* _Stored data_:

──────────────────────────────

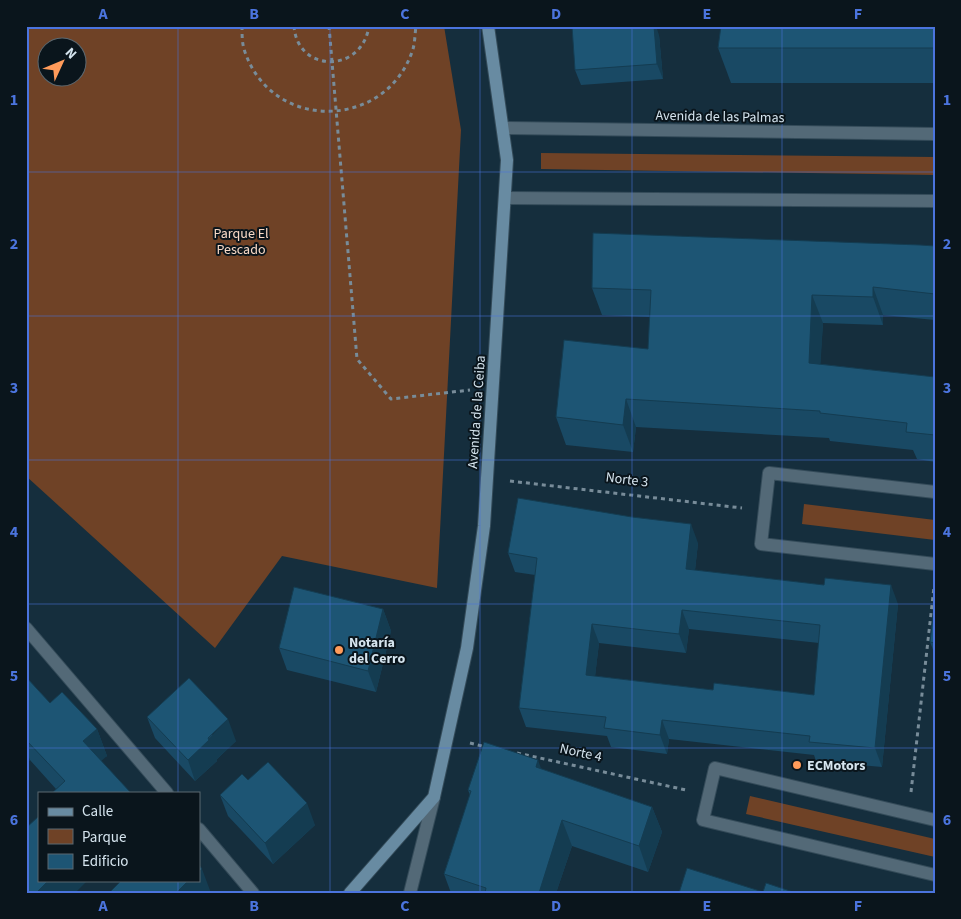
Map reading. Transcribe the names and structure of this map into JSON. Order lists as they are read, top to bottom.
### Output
{
  "streets": {
    "street": ["Avenida de las Palmas", "Avenida de la Ceiba"],
    "path": ["Norte 3", "Norte 4"]
  },
  "crossings": [
    ["Avenida de las Palmas", "Avenida de la Ceiba"],
    ["Avenida de la Ceiba", "Norte 3"]
  ],
  "parks": ["Parque El Pescado"],
  "places": ["Notaría del Cerro", "ECMotors"],
  "legend": ["Calle", "Parque", "Edificio"],
  "north": "top right",
  "grid": {
    "columns": [
      "A",
      "B",
      "C",
      "D",
      "E",
      "F"
    ],
    "rows": [
      "1",
      "2",
      "3",
      "4",
      "5",
      "6"
    ]
  }
}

──────────────────────────────

* _Assignment_:
Reproduce the data above line for line, excluding every picture.

* _Response_:
Map reading. Transcribe the names and structure of this map into JSON. Order lists as they are read, top to bottom.
### Output
{
  "streets": {
    "street": ["Avenida de las Palmas", "Avenida de la Ceiba"],
    "path": ["Norte 3", "Norte 4"]
  },
  "crossings": [
    ["Avenida de las Palmas", "Avenida de la Ceiba"],
    ["Avenida de la Ceiba", "Norte 3"]
  ],
  "parks": ["Parque El Pescado"],
  "places": ["Notaría del Cerro", "ECMotors"],
  "legend": ["Calle", "Parque", "Edificio"],
  "north": "top right",
  "grid": {
    "columns": [
      "A",
      "B",
      "C",
      "D",
      "E",
      "F"
    ],
    "rows": [
      "1",
      "2",
      "3",
      "4",
      "5",
      "6"
    ]
  }
}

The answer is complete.